Moreover, 21 percent of those surveyed admitted to medicating their kids with paracetamol, such as Panodil, before sending them to school.

The FOLA parents’ organisation is shocked by the findings.

“I think it is absolutely crazy. It simply cannot be that a child goes to school sick and plays with lots of other children. Then we are faced with the fact that they will infect the whole institution,” said FOLA chair Signe Nielsen.

Pill pushers
At the Børnehuset daycare institution in Silkeborg a meeting was called where parents were implored not to bring their sick children to school.

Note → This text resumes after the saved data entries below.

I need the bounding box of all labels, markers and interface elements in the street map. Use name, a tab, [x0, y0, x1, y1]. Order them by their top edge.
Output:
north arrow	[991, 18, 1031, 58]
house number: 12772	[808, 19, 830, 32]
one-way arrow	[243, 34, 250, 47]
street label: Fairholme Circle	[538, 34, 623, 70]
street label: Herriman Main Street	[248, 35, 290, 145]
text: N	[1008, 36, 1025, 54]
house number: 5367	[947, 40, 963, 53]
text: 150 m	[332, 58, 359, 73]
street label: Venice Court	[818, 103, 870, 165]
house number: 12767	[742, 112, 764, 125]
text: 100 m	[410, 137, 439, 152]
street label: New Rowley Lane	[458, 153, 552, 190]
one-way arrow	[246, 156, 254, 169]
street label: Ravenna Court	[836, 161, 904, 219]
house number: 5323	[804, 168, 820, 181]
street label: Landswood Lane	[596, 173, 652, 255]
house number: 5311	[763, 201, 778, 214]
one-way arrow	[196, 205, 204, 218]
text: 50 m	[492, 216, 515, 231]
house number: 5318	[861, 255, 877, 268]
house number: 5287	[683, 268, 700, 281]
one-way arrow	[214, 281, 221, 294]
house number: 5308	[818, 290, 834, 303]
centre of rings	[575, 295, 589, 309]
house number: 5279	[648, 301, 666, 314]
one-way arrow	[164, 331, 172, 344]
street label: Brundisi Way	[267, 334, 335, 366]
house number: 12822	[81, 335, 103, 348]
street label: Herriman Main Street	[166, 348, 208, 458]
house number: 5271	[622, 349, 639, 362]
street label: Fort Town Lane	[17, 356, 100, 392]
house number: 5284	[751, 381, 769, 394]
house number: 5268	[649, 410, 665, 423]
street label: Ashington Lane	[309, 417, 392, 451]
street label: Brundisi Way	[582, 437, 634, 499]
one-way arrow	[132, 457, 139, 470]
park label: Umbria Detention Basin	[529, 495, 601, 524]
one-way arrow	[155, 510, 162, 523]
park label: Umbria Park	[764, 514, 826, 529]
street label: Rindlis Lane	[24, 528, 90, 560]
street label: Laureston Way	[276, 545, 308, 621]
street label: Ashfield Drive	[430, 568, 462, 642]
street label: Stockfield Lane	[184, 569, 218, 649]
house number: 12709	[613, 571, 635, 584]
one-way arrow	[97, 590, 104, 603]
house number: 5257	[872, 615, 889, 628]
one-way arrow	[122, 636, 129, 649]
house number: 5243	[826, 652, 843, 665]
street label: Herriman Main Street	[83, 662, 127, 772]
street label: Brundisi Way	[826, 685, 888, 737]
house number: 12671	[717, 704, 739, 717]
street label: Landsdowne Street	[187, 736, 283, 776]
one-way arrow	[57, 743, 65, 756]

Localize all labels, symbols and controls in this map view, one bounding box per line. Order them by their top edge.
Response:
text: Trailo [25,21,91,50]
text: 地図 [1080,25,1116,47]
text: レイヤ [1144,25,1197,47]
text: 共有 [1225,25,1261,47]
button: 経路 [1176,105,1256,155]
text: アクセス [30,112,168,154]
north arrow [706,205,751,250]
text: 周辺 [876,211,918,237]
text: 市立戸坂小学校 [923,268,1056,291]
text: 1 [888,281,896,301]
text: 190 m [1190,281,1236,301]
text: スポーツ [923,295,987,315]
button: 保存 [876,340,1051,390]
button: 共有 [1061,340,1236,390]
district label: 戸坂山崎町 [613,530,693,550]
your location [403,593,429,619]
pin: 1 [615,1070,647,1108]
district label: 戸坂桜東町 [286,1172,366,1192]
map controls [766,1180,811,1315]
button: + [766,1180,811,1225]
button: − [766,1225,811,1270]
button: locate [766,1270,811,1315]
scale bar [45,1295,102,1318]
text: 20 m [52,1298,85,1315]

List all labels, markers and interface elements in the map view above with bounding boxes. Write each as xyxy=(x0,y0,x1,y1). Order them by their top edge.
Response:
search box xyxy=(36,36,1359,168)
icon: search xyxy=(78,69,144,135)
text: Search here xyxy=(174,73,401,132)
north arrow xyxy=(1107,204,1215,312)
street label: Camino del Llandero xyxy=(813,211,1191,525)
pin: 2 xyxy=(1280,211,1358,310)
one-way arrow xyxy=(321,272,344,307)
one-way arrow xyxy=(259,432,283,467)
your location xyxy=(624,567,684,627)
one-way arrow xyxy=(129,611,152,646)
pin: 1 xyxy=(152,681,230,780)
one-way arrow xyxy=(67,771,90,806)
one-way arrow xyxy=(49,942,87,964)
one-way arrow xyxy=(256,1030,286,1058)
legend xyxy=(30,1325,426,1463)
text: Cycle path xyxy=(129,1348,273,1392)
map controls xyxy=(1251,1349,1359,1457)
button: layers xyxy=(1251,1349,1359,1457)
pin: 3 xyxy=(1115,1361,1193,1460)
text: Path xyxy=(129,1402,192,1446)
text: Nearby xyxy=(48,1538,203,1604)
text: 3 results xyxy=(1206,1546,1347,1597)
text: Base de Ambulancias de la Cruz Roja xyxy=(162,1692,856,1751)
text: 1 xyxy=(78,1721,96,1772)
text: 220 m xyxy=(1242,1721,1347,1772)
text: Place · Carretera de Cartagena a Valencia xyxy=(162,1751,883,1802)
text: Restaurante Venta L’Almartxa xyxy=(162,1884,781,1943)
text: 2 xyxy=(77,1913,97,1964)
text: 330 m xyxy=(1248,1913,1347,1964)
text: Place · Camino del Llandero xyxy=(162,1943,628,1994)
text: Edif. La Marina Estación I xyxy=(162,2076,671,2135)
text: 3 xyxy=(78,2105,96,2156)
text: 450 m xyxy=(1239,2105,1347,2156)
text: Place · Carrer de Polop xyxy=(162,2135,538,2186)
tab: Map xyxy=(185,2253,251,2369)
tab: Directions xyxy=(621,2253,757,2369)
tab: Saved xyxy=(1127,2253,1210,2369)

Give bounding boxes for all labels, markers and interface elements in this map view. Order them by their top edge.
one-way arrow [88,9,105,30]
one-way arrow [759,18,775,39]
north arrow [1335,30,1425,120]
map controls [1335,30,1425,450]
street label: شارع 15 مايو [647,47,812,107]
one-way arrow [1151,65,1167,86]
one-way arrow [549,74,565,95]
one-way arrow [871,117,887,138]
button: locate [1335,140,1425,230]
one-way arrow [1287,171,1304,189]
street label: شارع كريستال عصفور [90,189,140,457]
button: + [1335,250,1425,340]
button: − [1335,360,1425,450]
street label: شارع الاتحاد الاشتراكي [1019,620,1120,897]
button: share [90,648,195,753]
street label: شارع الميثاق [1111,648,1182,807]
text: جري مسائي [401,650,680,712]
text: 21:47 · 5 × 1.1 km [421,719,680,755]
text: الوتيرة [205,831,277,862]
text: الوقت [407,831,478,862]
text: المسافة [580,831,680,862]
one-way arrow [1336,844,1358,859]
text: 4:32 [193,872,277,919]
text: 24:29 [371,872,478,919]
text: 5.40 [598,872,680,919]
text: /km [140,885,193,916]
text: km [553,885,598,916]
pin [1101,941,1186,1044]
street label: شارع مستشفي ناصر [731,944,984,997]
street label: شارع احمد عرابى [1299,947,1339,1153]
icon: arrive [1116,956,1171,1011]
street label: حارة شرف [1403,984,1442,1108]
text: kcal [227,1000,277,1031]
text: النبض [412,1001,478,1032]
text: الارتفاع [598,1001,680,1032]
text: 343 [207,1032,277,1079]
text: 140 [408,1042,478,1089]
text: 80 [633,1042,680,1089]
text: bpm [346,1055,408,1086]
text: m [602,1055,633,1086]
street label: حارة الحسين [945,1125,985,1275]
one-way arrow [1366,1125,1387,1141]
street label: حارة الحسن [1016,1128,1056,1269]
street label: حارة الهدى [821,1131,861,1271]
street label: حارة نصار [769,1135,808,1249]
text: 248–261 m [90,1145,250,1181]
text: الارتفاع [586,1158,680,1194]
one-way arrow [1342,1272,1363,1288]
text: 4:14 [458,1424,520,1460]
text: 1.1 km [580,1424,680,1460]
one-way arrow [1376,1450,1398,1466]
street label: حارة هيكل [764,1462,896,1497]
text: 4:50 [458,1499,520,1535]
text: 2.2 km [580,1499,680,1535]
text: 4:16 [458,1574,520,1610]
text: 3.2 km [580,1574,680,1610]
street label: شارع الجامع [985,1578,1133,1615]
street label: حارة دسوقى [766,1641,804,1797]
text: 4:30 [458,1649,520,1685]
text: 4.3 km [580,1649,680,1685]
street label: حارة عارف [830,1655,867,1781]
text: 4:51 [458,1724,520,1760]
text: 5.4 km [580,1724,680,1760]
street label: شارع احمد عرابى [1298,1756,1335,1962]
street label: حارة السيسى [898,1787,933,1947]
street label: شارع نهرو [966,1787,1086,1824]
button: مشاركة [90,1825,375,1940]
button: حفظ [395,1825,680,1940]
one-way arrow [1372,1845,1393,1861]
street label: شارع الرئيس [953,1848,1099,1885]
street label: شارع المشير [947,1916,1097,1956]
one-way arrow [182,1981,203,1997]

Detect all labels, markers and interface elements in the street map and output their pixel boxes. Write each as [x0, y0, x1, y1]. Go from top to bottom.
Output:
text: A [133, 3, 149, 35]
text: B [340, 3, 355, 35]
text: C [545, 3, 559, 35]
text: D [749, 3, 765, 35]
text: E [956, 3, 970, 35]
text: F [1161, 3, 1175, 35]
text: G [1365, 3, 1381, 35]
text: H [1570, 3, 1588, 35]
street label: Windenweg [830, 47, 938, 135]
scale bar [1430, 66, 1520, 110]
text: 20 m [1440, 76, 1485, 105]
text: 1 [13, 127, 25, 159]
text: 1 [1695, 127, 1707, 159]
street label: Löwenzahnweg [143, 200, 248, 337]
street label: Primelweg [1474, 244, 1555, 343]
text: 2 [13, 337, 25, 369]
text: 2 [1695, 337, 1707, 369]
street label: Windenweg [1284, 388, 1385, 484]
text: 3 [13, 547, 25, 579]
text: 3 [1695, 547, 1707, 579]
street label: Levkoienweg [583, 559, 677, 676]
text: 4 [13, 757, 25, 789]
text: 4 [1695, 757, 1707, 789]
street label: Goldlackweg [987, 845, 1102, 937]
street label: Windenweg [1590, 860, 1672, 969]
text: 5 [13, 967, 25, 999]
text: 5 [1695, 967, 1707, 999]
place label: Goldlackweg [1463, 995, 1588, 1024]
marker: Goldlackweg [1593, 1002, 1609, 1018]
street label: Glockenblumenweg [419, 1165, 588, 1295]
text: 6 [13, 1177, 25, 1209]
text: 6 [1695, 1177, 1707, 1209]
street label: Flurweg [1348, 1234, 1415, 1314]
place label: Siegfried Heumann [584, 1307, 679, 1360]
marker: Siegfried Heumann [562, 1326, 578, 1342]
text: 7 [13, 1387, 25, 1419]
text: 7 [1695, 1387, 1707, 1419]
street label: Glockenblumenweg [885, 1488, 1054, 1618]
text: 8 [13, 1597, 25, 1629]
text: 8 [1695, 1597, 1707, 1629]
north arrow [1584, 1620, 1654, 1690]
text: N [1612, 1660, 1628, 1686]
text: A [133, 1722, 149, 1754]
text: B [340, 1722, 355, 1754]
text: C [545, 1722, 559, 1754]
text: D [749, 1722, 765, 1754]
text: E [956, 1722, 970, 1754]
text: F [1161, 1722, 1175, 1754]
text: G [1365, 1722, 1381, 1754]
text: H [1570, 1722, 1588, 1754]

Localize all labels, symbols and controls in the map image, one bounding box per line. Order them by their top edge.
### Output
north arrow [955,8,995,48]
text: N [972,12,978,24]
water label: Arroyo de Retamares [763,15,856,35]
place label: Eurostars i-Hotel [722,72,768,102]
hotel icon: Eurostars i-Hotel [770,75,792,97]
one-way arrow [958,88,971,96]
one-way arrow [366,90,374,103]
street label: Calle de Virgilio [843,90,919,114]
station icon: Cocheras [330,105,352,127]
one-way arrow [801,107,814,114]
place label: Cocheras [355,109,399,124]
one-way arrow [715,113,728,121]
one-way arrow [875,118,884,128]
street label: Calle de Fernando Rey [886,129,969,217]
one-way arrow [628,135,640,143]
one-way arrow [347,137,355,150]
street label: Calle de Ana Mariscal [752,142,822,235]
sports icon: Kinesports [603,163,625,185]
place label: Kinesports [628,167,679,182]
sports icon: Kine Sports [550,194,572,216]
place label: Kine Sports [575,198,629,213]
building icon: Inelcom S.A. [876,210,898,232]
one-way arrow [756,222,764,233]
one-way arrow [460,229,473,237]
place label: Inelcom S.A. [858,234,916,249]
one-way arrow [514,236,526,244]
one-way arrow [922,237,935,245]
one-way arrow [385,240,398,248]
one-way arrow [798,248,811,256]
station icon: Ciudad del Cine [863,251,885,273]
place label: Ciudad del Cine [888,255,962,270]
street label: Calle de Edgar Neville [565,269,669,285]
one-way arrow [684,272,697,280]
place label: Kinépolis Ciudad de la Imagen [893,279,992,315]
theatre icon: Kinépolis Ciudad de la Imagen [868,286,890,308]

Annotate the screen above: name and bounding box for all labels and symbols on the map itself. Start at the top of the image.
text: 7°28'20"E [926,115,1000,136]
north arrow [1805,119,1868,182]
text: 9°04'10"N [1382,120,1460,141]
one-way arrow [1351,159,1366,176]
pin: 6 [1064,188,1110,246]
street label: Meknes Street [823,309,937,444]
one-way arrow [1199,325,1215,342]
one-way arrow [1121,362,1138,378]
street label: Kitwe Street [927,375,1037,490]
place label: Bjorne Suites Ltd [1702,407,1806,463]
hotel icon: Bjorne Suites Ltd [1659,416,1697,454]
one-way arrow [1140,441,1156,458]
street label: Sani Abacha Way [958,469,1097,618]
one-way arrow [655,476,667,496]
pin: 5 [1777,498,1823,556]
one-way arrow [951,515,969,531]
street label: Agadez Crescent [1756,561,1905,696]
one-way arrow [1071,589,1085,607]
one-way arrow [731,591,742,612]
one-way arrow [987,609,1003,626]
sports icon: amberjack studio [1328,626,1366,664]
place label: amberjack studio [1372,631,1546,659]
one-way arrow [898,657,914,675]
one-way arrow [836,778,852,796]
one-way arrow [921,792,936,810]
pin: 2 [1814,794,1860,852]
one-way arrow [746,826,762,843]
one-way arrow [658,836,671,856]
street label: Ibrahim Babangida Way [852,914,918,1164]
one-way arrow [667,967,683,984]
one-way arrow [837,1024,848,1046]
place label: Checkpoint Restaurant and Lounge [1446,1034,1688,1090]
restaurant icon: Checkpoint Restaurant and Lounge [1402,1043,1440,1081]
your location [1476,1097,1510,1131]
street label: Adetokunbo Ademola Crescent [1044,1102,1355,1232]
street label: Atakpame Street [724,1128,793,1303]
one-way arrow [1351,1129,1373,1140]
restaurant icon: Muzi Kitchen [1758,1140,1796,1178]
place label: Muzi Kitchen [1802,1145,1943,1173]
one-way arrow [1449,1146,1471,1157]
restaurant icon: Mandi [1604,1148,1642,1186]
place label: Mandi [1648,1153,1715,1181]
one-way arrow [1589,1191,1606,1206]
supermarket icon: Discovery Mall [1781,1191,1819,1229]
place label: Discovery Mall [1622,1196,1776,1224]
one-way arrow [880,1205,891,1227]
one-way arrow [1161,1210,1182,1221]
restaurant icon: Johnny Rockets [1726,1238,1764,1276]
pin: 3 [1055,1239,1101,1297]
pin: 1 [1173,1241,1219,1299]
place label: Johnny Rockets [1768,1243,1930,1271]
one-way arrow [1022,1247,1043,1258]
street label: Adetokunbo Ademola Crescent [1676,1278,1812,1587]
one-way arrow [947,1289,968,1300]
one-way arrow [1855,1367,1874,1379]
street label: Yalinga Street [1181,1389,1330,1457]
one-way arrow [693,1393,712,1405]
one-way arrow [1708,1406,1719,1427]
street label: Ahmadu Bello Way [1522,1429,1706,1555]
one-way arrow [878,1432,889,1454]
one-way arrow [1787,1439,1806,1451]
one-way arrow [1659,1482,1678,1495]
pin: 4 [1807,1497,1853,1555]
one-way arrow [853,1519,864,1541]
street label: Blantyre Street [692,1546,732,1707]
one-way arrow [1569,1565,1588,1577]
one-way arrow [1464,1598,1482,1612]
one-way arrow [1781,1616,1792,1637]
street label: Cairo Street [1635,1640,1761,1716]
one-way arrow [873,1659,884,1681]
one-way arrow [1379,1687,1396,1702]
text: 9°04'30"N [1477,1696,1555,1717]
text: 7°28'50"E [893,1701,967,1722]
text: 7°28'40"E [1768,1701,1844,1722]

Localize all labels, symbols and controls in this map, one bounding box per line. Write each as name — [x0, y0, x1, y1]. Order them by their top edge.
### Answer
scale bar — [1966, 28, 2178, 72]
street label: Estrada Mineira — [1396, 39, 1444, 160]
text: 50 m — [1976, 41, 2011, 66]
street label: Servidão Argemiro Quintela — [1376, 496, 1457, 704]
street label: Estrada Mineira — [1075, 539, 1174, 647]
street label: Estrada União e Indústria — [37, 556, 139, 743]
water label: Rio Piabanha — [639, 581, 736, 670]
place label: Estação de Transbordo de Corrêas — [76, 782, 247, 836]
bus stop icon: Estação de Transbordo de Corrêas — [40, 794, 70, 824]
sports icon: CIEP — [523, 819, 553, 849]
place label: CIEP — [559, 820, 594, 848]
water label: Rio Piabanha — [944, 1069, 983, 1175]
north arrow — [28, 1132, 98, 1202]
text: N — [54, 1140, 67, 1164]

At Børnehuset there are fears that parents prefer to pack their kids off with a pill without informing teachers.

“We occasionally have children who that they have had a pill for breakfast,” said headteacher Susanne Bødker. “You might think that it is a Panodil more than a vitamin pill, if it is a child who has just been sick, for example.”

Parents sick and tired
Parents, when confronted, often cite pressure at work as a reason for not being able to stay at home with their children.

Many declare that they simply cannot take another day off, as they are afraid of being fired.

Allan Randrup Thomsen, a professor of virology at KU, has heavily criticised the parents’ actions, describing the current situation as a “vicious circle”.

“It promotes the spread of viruses, and it adds momentum to a cycle where parents are pressured by high levels of sick-leave. If they then choose to send the children to daycare while they are still recovering, they keep the epidemic going in daycares, and this in turn puts a greater burden on the parents.”